CleanUpmapJob job(cct, tmp, pending_inc);
mapper.queue(&job, g_conf()->mon_clean_pg_upmaps_per_chunk, pgs_to_check);
job.wait();
...
This job goes through PGs with upmaps (which may be many) and calls OSDMap::check_pg_upmap()
struct CleanUpmapJob : public ParallelPGMapper::Job {
CleanUpmapJob(CephContext *cct, const OSDMap& om, OSDMap::Incremental& pi)
: ParallelPGMapper::Job(&om),
...
void process(const std::vector<pg_t>& to_check) override {
...
osdmap.check_pg_upmaps(cct, to_check, &to_cancel, &to_remap);
...
}
OSDMap::check_pg_upmap() has a variable called weight_map in it that maps osd_id to osd weights for all OSDs under the crush root of the current PG:
map<int, float> weight_map;
This inside the loop over PGs, so this map is created/destroyed with every loop iteration (every PG checked). On a large cluster this can contain thousands of items and there are tens of thousands of PGs to iterate through. I.e. this is O(N^2) work in terms of the size of the cluster (N being the number of OSDs).
What makes this worse is that for large clusters there are O(N) PG state changes during expansion/recovery so the total amount of work to be done on cluster expansion by ceph-mon can be as bad as O(N^3) just for cleanups.
Note: there is an attempt to cache data in a local cache variable:
map<int, map<int, float>> rule_weight_map;
to cache the weight_map objects per crush root.
This is ineffective because weight_map is a local copy of one value from this cache, so on each iteration a copy of a full weight_map is done and destroyed.

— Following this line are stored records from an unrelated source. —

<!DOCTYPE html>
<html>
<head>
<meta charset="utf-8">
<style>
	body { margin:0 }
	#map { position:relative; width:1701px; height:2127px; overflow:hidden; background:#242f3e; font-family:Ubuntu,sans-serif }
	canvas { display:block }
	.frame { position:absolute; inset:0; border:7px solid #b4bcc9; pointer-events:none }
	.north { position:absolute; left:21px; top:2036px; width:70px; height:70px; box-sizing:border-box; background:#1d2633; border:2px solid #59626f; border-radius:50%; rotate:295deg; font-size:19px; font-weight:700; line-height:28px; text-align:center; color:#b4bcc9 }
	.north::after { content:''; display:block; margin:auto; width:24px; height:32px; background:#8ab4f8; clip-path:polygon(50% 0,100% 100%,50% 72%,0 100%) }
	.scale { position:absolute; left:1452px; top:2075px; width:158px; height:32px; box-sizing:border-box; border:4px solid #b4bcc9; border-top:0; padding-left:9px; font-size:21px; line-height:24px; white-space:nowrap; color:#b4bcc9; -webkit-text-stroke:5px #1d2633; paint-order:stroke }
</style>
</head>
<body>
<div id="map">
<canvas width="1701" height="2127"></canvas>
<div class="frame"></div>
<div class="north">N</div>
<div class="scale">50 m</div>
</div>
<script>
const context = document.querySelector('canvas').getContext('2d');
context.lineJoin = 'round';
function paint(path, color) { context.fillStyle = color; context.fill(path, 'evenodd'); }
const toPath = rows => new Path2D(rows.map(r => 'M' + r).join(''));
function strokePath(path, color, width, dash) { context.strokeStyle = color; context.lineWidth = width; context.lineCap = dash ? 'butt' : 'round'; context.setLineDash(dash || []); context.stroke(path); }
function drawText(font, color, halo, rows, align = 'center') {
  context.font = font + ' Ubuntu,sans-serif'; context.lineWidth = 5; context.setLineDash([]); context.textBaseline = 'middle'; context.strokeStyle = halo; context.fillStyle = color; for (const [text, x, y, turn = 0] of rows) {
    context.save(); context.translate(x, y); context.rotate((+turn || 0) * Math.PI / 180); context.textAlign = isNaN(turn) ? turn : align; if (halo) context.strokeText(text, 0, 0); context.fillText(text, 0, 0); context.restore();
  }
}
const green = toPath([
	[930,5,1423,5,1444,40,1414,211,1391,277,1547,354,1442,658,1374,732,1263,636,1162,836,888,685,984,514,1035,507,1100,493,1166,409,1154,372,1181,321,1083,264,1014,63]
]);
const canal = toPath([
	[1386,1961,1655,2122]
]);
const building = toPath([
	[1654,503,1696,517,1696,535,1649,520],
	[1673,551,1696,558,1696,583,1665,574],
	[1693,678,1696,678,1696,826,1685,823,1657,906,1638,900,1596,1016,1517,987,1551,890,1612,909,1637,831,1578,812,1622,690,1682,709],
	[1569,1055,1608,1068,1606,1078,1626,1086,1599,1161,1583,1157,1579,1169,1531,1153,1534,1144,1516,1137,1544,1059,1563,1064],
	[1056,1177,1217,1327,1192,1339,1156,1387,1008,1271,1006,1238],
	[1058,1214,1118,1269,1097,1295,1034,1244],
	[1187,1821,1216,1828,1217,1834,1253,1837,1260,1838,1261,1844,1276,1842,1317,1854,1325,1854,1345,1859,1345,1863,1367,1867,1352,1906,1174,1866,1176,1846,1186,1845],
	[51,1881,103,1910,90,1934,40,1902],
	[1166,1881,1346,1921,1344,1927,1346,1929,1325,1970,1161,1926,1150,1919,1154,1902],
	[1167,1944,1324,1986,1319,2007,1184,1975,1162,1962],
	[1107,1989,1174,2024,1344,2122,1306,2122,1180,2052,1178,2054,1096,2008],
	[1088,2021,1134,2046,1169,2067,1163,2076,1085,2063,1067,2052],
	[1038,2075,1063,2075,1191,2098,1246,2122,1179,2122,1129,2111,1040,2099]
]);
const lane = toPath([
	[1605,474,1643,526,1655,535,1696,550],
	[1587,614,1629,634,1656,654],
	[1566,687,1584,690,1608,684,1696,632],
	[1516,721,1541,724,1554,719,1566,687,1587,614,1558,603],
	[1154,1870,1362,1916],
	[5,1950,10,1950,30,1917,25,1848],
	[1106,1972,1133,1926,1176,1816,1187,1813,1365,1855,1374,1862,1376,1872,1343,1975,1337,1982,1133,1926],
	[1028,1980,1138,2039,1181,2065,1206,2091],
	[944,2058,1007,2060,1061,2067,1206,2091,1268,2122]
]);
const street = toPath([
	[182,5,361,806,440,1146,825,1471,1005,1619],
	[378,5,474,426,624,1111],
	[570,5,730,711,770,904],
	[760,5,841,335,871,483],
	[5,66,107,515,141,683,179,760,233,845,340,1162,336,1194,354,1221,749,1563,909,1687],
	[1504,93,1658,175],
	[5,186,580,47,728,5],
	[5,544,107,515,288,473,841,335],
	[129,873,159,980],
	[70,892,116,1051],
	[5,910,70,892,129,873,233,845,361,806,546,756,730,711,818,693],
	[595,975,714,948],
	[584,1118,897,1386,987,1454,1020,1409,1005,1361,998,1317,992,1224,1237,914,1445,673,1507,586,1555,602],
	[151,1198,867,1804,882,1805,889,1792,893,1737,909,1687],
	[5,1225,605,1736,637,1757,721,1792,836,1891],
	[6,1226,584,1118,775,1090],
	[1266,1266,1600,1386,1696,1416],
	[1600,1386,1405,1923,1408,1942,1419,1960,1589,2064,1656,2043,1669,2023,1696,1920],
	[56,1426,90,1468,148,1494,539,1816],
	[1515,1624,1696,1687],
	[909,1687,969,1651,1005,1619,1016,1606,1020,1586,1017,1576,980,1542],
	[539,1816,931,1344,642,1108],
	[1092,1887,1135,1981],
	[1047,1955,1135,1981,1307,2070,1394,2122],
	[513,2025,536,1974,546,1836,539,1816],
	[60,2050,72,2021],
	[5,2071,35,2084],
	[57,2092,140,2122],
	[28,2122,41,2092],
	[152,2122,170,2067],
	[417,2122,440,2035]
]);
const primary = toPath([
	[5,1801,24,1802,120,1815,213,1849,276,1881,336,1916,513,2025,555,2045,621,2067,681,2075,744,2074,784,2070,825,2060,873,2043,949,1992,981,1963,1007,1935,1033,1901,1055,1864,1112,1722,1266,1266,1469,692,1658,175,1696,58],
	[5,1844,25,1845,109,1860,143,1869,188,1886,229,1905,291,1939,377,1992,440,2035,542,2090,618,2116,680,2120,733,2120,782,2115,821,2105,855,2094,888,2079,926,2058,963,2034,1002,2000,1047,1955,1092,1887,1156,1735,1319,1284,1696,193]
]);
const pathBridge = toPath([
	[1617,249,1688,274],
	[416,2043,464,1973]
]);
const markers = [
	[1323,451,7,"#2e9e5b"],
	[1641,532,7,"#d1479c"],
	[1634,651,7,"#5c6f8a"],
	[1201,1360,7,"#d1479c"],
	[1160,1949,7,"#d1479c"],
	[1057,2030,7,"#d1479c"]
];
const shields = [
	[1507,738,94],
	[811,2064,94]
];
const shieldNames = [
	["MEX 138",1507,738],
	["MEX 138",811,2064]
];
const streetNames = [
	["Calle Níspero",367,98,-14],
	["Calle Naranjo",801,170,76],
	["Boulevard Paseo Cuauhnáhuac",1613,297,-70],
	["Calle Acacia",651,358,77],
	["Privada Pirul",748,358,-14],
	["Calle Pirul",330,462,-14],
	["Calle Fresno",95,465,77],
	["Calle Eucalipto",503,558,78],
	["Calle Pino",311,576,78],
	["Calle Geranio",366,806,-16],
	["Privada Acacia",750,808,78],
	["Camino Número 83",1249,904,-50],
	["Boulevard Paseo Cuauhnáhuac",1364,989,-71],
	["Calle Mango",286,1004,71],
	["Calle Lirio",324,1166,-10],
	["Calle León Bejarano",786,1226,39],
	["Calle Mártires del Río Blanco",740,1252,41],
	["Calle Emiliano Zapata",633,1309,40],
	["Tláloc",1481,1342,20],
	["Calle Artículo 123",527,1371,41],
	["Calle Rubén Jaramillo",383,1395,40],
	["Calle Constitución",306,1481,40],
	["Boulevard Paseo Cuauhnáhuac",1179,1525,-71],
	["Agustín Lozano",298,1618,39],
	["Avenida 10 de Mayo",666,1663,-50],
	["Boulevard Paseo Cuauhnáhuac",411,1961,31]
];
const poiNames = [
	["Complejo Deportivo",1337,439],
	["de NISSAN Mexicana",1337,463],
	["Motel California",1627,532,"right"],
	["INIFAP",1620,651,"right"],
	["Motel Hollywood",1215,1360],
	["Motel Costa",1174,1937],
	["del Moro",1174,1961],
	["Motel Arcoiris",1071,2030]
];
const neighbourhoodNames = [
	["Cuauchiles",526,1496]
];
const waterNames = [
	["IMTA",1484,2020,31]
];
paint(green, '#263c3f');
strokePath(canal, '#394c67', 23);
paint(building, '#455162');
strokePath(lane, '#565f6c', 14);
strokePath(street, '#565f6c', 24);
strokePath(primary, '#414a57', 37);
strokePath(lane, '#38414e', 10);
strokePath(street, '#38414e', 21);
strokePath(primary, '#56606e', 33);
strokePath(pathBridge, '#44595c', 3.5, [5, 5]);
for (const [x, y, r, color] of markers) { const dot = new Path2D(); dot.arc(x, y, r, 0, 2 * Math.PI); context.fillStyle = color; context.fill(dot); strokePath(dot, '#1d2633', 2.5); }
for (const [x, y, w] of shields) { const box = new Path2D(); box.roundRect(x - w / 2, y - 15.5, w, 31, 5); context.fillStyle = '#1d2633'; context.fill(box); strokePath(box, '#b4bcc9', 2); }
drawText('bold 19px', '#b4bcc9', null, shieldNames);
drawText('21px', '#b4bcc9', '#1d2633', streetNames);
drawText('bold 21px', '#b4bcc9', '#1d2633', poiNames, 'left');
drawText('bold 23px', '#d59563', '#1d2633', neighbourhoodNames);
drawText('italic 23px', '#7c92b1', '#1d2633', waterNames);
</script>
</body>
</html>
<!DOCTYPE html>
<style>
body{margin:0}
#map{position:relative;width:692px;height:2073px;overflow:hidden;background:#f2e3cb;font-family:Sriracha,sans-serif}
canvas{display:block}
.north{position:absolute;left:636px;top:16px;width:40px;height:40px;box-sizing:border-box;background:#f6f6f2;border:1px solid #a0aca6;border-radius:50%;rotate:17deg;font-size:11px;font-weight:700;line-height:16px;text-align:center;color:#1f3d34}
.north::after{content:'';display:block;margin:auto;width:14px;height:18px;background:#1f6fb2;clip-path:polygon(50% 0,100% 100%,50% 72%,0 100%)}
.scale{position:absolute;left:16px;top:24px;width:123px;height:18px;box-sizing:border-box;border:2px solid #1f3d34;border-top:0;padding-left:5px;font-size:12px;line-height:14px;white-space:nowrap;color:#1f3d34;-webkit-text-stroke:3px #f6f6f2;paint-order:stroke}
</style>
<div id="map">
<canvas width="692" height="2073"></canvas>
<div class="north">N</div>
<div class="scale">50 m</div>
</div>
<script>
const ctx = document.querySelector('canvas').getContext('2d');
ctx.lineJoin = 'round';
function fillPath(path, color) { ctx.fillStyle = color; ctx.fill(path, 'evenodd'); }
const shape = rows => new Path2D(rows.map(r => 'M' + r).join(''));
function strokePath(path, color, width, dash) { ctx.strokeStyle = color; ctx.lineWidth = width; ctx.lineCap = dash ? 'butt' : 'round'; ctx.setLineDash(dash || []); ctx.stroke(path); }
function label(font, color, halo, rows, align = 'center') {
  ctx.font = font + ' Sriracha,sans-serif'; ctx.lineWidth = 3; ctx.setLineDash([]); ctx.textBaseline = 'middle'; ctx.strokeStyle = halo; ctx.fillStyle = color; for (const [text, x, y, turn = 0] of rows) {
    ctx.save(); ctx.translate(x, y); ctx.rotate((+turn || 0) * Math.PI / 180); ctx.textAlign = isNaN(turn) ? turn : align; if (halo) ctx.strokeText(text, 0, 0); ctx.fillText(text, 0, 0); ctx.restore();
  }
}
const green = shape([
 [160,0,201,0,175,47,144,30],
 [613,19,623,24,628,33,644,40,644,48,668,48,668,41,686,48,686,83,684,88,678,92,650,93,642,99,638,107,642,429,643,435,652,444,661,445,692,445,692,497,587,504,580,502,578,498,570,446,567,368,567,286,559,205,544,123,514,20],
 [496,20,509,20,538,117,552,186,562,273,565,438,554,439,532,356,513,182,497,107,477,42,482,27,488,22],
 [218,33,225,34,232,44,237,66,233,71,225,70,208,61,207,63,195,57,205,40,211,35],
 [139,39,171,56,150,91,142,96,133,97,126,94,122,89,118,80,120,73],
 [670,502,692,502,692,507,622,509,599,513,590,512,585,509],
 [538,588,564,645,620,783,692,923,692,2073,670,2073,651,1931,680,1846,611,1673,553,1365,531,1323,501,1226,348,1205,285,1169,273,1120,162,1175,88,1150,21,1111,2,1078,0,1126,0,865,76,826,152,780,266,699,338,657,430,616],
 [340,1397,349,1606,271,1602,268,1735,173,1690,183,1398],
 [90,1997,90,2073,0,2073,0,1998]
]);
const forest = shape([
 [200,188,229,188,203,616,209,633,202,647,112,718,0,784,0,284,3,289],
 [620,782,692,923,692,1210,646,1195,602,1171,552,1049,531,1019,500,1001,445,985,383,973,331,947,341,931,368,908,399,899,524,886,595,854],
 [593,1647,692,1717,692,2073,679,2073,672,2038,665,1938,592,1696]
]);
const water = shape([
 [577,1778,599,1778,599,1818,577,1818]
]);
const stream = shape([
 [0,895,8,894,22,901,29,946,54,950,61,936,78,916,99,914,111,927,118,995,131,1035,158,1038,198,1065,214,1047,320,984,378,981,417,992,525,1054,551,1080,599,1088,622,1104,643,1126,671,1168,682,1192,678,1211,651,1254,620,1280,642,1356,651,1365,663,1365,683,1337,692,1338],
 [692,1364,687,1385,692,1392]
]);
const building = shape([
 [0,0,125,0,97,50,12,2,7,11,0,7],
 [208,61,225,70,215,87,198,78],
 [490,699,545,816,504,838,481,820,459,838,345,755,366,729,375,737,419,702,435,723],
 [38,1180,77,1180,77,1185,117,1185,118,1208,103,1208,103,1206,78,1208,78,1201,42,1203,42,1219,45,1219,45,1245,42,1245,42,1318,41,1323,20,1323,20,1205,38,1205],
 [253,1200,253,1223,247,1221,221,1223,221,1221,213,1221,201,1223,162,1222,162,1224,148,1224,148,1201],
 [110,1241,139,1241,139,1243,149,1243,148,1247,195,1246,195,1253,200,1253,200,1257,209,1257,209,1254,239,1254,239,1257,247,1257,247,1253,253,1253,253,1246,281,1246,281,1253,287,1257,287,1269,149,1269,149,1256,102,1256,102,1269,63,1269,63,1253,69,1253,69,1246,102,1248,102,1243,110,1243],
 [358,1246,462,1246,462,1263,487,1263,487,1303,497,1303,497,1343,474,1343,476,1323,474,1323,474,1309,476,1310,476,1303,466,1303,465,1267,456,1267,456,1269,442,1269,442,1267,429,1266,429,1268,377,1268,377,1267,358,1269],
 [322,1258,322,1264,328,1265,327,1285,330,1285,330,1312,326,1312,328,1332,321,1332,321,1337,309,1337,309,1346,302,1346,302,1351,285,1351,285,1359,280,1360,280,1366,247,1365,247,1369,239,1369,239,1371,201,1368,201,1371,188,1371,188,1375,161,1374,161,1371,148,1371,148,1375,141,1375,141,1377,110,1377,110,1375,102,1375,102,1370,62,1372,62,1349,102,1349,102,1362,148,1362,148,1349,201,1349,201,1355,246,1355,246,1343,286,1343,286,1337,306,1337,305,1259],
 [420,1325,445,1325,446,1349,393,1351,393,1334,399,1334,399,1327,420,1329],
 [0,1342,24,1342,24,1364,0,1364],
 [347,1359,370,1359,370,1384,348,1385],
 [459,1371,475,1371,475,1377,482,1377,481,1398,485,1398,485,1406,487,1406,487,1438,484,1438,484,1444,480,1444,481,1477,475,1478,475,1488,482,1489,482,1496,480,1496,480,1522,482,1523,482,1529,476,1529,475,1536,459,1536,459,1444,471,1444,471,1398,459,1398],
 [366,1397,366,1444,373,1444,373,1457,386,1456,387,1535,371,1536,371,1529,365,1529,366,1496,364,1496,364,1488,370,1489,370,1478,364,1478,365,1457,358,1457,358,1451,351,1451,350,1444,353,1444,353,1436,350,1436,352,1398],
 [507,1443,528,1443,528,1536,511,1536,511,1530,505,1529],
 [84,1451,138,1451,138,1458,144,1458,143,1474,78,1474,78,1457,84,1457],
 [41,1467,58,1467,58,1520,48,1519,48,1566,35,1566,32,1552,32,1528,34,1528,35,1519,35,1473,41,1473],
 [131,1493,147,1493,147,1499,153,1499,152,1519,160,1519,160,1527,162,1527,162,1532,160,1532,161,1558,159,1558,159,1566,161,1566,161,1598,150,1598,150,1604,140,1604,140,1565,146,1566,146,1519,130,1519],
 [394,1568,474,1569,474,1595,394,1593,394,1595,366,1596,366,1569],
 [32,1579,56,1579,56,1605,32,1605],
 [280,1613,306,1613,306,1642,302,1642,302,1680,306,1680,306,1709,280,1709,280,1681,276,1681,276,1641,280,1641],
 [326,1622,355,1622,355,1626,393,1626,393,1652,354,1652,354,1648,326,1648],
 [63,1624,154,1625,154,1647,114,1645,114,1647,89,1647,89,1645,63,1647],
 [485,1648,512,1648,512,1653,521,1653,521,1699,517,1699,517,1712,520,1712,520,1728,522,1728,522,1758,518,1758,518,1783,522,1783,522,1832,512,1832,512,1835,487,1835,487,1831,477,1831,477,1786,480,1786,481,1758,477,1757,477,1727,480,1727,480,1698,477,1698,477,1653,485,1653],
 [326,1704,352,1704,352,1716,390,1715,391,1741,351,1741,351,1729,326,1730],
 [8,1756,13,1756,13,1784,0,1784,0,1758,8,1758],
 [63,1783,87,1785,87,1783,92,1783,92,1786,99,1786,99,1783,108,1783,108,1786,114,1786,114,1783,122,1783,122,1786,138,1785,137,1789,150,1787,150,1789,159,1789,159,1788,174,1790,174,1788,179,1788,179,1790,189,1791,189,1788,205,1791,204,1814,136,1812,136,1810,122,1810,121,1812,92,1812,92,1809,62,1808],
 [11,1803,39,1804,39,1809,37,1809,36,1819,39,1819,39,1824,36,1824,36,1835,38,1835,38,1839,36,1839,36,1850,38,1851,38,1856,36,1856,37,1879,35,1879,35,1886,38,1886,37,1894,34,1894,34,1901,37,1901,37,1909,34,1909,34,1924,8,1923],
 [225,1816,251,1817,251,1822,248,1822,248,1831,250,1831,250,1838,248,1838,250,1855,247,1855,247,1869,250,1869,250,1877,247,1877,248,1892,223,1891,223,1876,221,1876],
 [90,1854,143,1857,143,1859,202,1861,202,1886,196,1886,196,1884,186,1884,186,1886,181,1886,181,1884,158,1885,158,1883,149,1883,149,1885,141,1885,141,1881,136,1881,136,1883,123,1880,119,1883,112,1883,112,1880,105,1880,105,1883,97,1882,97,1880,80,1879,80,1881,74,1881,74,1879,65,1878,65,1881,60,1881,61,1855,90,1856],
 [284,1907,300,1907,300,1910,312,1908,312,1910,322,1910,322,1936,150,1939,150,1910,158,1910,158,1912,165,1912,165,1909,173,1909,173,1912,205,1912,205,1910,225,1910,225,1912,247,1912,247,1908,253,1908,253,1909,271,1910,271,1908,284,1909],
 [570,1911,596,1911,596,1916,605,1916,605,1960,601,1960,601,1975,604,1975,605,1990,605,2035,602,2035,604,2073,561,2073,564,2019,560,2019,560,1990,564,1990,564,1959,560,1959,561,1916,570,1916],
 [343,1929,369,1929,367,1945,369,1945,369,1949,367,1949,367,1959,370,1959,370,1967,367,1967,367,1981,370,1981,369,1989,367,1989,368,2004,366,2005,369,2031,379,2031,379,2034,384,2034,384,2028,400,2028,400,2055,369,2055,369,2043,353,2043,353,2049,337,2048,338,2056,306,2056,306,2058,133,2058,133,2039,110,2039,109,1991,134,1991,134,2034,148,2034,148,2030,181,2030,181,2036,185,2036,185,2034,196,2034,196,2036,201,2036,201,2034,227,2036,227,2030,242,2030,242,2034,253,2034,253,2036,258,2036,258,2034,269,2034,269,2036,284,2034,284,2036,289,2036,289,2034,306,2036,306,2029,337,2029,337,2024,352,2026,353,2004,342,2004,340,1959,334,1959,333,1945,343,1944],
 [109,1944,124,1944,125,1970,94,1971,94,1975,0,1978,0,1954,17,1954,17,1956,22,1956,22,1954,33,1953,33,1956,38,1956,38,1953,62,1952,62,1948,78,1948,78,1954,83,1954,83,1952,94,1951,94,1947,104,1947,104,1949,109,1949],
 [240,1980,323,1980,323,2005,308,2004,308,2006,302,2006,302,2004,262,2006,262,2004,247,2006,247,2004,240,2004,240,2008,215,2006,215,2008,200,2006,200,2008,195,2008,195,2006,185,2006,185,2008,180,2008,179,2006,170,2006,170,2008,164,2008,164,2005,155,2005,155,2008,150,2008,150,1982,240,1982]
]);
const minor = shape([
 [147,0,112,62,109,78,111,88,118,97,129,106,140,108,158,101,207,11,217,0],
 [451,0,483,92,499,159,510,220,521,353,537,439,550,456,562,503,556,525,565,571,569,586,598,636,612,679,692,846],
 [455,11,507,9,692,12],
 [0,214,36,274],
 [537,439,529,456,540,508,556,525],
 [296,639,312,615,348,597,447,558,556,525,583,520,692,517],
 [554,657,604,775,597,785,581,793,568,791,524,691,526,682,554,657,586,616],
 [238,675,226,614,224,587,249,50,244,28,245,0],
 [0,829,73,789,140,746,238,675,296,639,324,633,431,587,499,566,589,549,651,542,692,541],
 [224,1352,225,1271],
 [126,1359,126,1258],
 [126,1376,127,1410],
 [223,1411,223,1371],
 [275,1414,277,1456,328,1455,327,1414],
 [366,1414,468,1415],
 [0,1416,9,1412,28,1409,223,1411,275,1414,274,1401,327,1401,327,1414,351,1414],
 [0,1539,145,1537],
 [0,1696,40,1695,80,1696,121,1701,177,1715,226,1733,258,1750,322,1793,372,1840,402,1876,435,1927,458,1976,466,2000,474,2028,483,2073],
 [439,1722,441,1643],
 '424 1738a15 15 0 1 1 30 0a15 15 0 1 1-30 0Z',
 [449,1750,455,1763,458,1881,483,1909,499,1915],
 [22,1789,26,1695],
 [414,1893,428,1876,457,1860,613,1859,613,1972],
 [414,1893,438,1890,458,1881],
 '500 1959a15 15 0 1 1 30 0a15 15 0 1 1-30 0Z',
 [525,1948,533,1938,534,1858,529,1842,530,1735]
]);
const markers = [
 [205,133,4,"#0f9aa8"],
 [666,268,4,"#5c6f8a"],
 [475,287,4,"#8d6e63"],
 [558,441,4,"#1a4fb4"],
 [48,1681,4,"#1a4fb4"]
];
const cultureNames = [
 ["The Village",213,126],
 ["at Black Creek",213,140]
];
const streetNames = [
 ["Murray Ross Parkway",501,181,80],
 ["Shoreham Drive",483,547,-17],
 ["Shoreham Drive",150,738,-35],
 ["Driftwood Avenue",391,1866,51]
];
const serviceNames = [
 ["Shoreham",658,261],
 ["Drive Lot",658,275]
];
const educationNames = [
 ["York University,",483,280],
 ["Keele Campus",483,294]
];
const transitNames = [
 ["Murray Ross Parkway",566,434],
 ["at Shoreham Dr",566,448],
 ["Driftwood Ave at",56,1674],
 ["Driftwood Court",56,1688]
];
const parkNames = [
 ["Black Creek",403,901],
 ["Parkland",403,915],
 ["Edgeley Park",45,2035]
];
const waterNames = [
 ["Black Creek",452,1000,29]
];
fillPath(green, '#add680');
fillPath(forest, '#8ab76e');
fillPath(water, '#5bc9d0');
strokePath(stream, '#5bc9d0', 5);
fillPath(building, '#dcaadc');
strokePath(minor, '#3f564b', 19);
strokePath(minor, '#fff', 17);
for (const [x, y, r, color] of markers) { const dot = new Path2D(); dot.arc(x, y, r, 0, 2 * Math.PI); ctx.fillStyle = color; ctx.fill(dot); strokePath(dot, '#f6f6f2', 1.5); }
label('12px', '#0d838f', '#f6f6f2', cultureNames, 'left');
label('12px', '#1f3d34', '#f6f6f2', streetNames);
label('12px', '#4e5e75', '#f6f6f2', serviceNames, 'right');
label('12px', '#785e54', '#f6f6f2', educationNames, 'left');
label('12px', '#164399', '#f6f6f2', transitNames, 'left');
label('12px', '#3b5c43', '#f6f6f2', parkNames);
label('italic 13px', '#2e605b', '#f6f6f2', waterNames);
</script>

Updated by Andras Pataki 4 months ago
- File ceph-mon-wcp-1.txt ceph-mon-wcp-1.txt added
Attaching a profiling output of the code using Mark Nelson's wall clock profiler.
The ceph-mon process in question has mon_cpu_threads=12 (increased from the default 4) in an attempt to alleviate the problem.
Most of the 12 threads are spinning in memory management operations (creating/destroying the STL tree underlying weight_map).
Updated by Laura Flores 4 months ago
- Status changed from New to In Progress
- Assignee set to Andras Pataki
@apataki I'm assigning this to you; feel free to assign me as reviewer when you have the fix.
Updated by Radoslaw Zarzynski 4 months ago
- Priority changed from Normal to High
Let's keep the ticket on top of our bug scrub's queue.
Updated by Andras Pataki 4 months ago
- Pull request ID set to 66204
Here is a fix that resolves the issue on my cluster:
PR: https://github.com/ceph/ceph/pull/66204
Updated by Radoslaw Zarzynski 4 months ago ยท Edited
scrub note: PR went into QA: https://tracker.ceph.com/issues/73968
Updated by Laura Flores 4 months ago
In QA here: https://tracker.ceph.com/issues/73968
Updated by Upkeep Bot 3 months ago
- Status changed from Fix Under Review to Resolved
- Merge Commit set to a954f89c8767cd87d8f455b82fa4d620e237657f
- Fixed In set to v20.3.0-4607-ga954f89c87
- Upkeep Timestamp set to 2025-12-15T18:46:35+00:00
Updated by Andras Pataki 3 months ago
Yes - to all branches that currently get backports please. The code is the same in recent releases, so the patch should apply easily (I'm running a patched Quincy release with the same patch).